DATASET:
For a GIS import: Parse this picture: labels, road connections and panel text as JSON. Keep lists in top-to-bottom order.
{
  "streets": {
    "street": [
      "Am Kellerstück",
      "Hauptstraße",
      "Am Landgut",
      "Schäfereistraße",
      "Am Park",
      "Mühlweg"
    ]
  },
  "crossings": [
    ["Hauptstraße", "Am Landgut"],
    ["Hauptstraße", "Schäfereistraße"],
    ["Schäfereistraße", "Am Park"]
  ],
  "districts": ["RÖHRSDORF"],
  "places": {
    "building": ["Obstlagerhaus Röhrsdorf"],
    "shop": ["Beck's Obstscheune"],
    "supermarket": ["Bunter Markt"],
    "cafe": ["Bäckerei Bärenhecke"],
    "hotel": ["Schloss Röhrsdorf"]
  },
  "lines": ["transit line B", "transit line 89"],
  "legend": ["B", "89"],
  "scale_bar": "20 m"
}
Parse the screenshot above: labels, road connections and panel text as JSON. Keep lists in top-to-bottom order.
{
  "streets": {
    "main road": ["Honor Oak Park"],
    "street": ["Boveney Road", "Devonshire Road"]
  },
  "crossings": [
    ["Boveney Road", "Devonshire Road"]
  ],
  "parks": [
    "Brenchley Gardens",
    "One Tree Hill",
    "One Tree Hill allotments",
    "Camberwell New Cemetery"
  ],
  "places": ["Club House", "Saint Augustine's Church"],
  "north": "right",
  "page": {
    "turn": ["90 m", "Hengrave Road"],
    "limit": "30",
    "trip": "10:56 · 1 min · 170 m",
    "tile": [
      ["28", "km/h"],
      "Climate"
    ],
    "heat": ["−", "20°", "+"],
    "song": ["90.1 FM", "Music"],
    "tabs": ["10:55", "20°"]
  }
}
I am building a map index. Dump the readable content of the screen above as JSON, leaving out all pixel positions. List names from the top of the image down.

TASK TO COMPLETE: Repeat every record, exactly as written.

TASK SOLUTION:
For a GIS import: Parse this picture: labels, road connections and panel text as JSON. Keep lists in top-to-bottom order.
{
  "streets": {
    "street": [
      "Am Kellerstück",
      "Hauptstraße",
      "Am Landgut",
      "Schäfereistraße",
      "Am Park",
      "Mühlweg"
    ]
  },
  "crossings": [
    ["Hauptstraße", "Am Landgut"],
    ["Hauptstraße", "Schäfereistraße"],
    ["Schäfereistraße", "Am Park"]
  ],
  "districts": ["RÖHRSDORF"],
  "places": {
    "building": ["Obstlagerhaus Röhrsdorf"],
    "shop": ["Beck's Obstscheune"],
    "supermarket": ["Bunter Markt"],
    "cafe": ["Bäckerei Bärenhecke"],
    "hotel": ["Schloss Röhrsdorf"]
  },
  "lines": ["transit line B", "transit line 89"],
  "legend": ["B", "89"],
  "scale_bar": "20 m"
}
Parse the screenshot above: labels, road connections and panel text as JSON. Keep lists in top-to-bottom order.
{
  "streets": {
    "main road": ["Honor Oak Park"],
    "street": ["Boveney Road", "Devonshire Road"]
  },
  "crossings": [
    ["Boveney Road", "Devonshire Road"]
  ],
  "parks": [
    "Brenchley Gardens",
    "One Tree Hill",
    "One Tree Hill allotments",
    "Camberwell New Cemetery"
  ],
  "places": ["Club House", "Saint Augustine's Church"],
  "north": "right",
  "page": {
    "turn": ["90 m", "Hengrave Road"],
    "limit": "30",
    "trip": "10:56 · 1 min · 170 m",
    "tile": [
      ["28", "km/h"],
      "Climate"
    ],
    "heat": ["−", "20°", "+"],
    "song": ["90.1 FM", "Music"],
    "tabs": ["10:55", "20°"]
  }
}
I am building a map index. Dump the readable content of the screen above as JSON, leaving out all pixel positions. List names from the top of the image down.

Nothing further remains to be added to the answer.